Aquellos días en Jerez de los Caballeros, Lamy y yo tuvimos ocasión de seguir hablando del tema. No dejaba de ser una extraña casualidad que san Juan Bautista apareciera una y otra vez en nuestras sobremesas. Los templarios profesaban auténtica veneración al Bautista, decía. Le dedicaron infinidad de iglesias y capillas en toda Europa y se beneficiaron del símbolo que lo relacionaba con Cristo: el cordero. El
Agnus Dei
que porta Juan en la iconografía cristiana aparece a menudo en las claves de bóveda de sus construcciones o en su imaginaría.
—Y los templarios, te recuerdo, terminaron acusados de herejía por venerar, entre otras cosas, a una misteriosa cabeza momificada de largas barbas —dijo Lamy enigmático—. La llamaban Baphomet. Y según el Acta de Acusación a los miembros del Temple de 1307, la adoraban en sus Capítulos como si fuera el Salvador.
¿Baphomet?. ¿Qué clase de nombre era ése?.
—Baphomet es una palabra extraña —admitió—. Algunos creen que deriva de las palabras griegas
baphé
(bautismo) y
meteos
(iniciación), dado que la mostraban sólo a caballeros de cierto grado, en ceremonias de ascenso o de iniciación; otros, en cambio creen que se refiere al profeta Mahoma, ya que los templarios fueron acusados de mantener buenas relaciones con los infieles. Pero, en realidad, nadie lo sabe.

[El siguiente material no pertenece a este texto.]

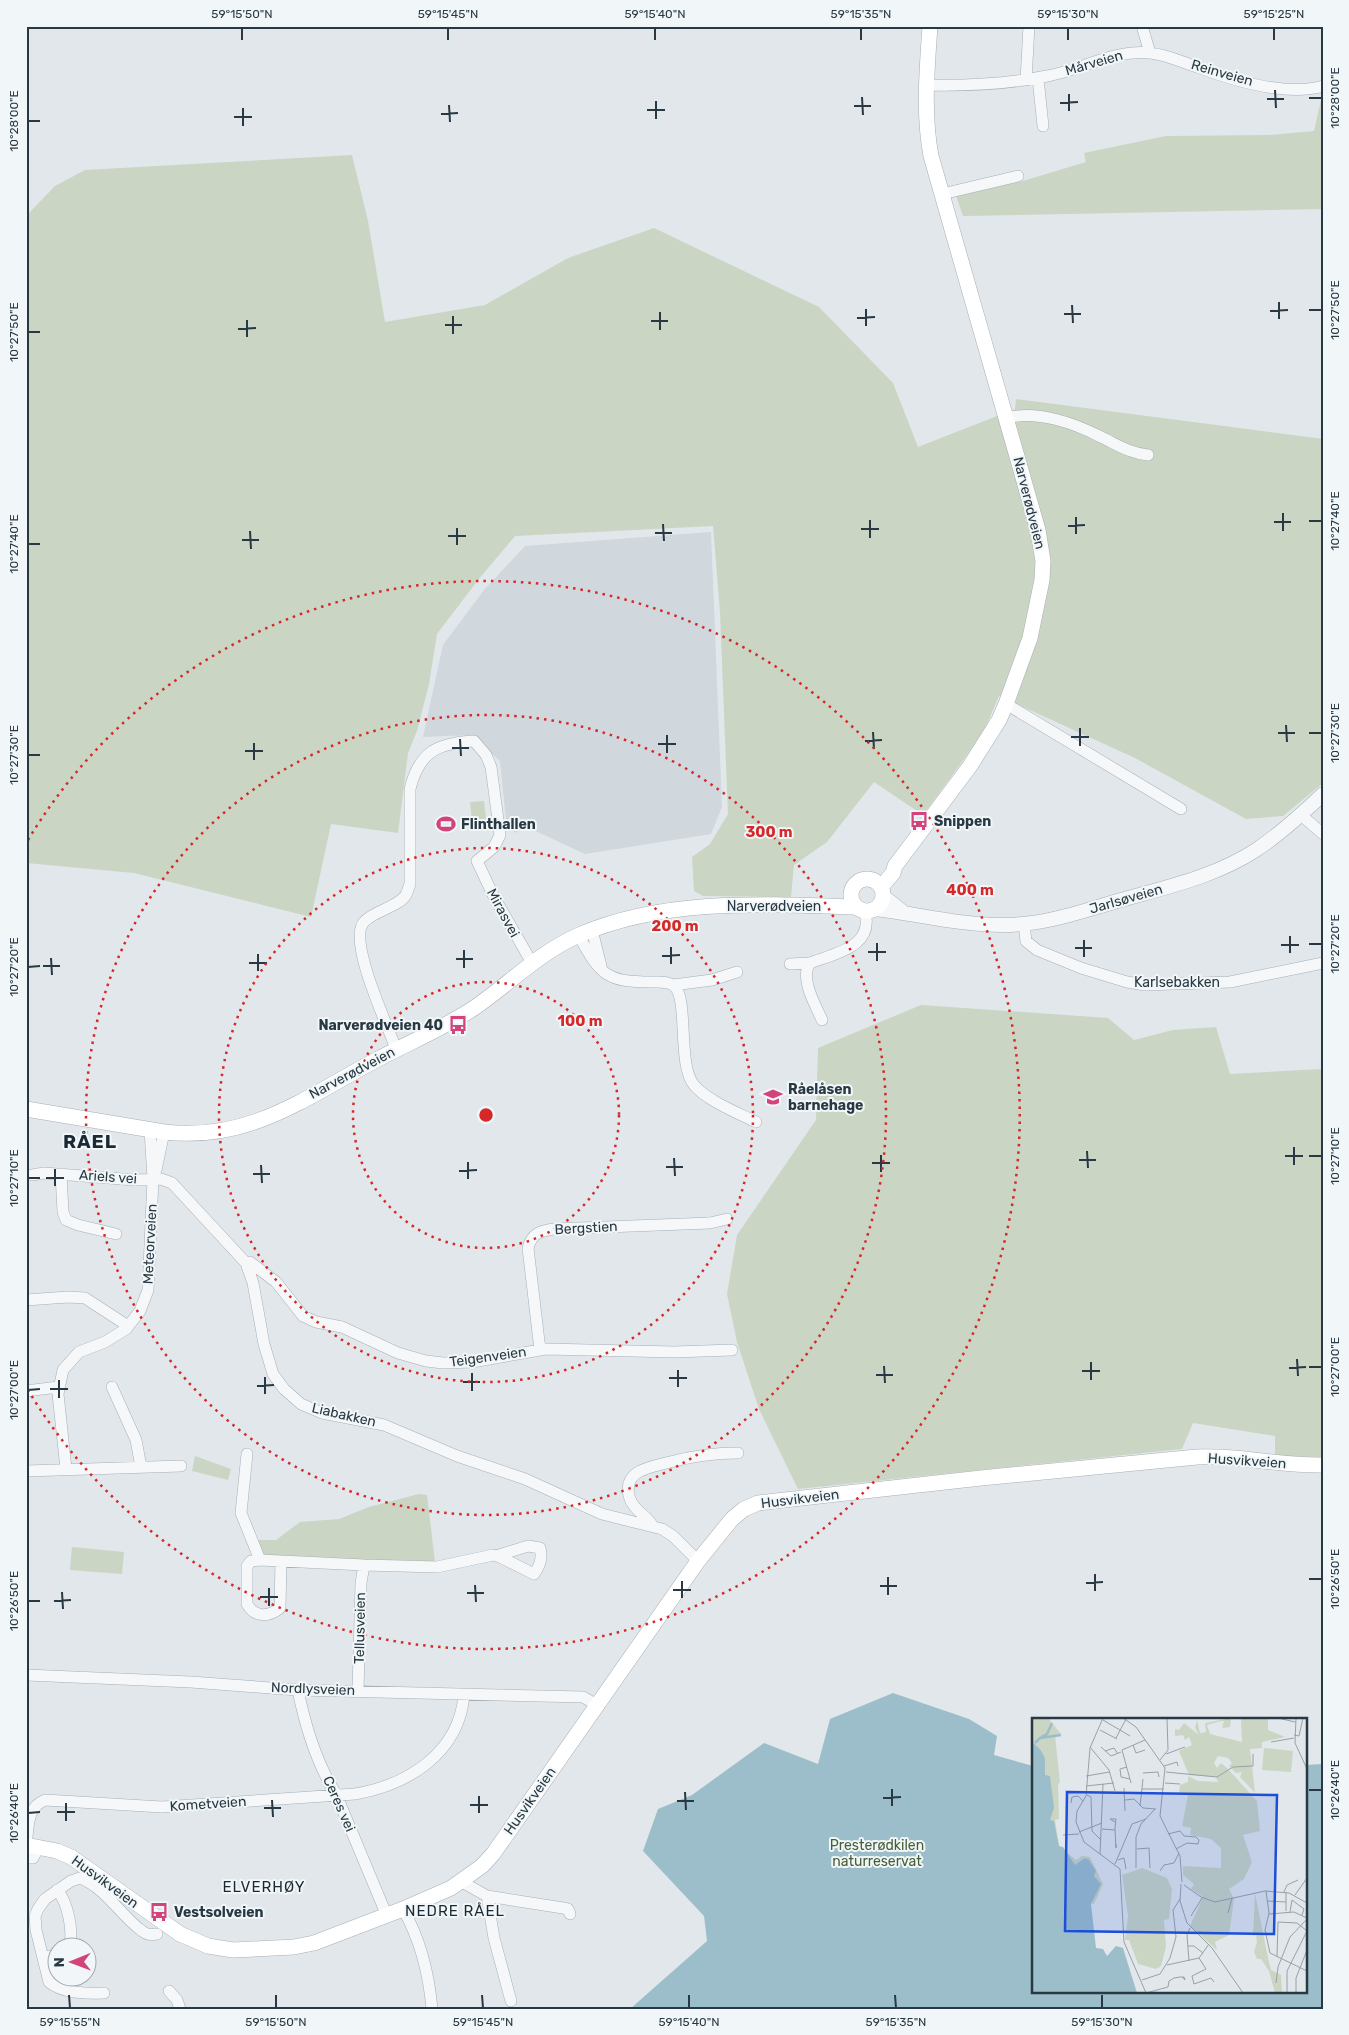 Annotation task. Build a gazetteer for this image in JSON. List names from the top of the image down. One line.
{"streets":{"main road":["Narverødveien","Husvikveien"],"street":["Mårveien","Reinveien","Jarlsøveien","Mirasvei","Karlsebakken","Ariels vei","Bergstien","Meteorveien","Teigenveien","Liabakken","Tellusveien","Nordlysveien","Kometveien","Ceres vei"]},"crossings":[["Mårveien","Reinveien"],["Mårveien","Narverødveien"],["Narverødveien","Jarlsøveien"],["Narverødveien","Mirasvei"],["Jarlsøveien","Karlsebakken"],["Ariels vei","Meteorveien"],["Ariels vei","Liabakken"],["Bergstien","Teigenveien"],["Meteorveien","Liabakken"],["Teigenveien","Liabakken"],["Liabakken","Husvikveien"],["Husvikveien","Nordlysveien"],["Husvikveien","Kometveien"],["Husvikveien","Ceres vei"],["Tellusveien","Nordlysveien"],["Nordlysveien","Kometveien"],["Nordlysveien","Ceres vei"],["Kometveien","Ceres vei"]],"districts":["RÅEL","ELVERHØY","NEDRE RÅEL"],"parks":["Presterødkilen naturreservat"],"places":{"bus stop":["Snippen","Narverødveien 40","Vestsolveien"],"sports":["Flinthallen"],"school or university":["Råelåsen barnehage"]},"north":"left","coordinates":["59°15'50\"N","59°15'45\"N","59°15'40\"N","59°15'35\"N","59°15'30\"N","59°15'25\"N","10°28'00\"E","10°27'50\"E","10°27'40\"E","10°27'30\"E","10°27'20\"E","10°27'10\"E","10°27'00\"E","10°26'50\"E","10°26'40\"E","59°15'55\"N"],"rings":["300 m","400 m","200 m","100 m"]}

¿Podía ser ese Baphomet la cabeza de san Juan Bautista?. Ninguno de los documentos que se conservan del polémico juicio contra los templarios, que se consumó en 1314 con la quema de su último Gran Maestre en París, aclara esa cuestión. Al parecer, existían varias de esas cabezas en su posesión, pero no se les incautó ninguna. Tan sólo un busto de mujer, con la inscripción Caput LVIII m sugería la existencia de una larga serie de testas venerables en sus manos. ¿Por qué?.
Cráneos con extraños poderes
La idea de que las cabezas de hombres santos emanan fuerzas sobrenaturales es tan ancestral como la civilización misma. En el antiguo Egipto se veneraba la de Osiris y sobre ella dicen que se levantó el templo de Seti I en Abydos. La propia Biblia menciona otras cabezas célebres, como la de Goliat, que David separa del cuerpo nada más vencerlo. Incluso ciertas sectas judías contemporáneas al bautista veneraban los llamados
teraphim
, cabezas embalsamadas de hombres ilustres o místicos que usaban con propósitos de adivinación (Génesis 31, 19 y 30) y cuyo uso parece que estuvo extendido en comunidades como la de los nazaritas.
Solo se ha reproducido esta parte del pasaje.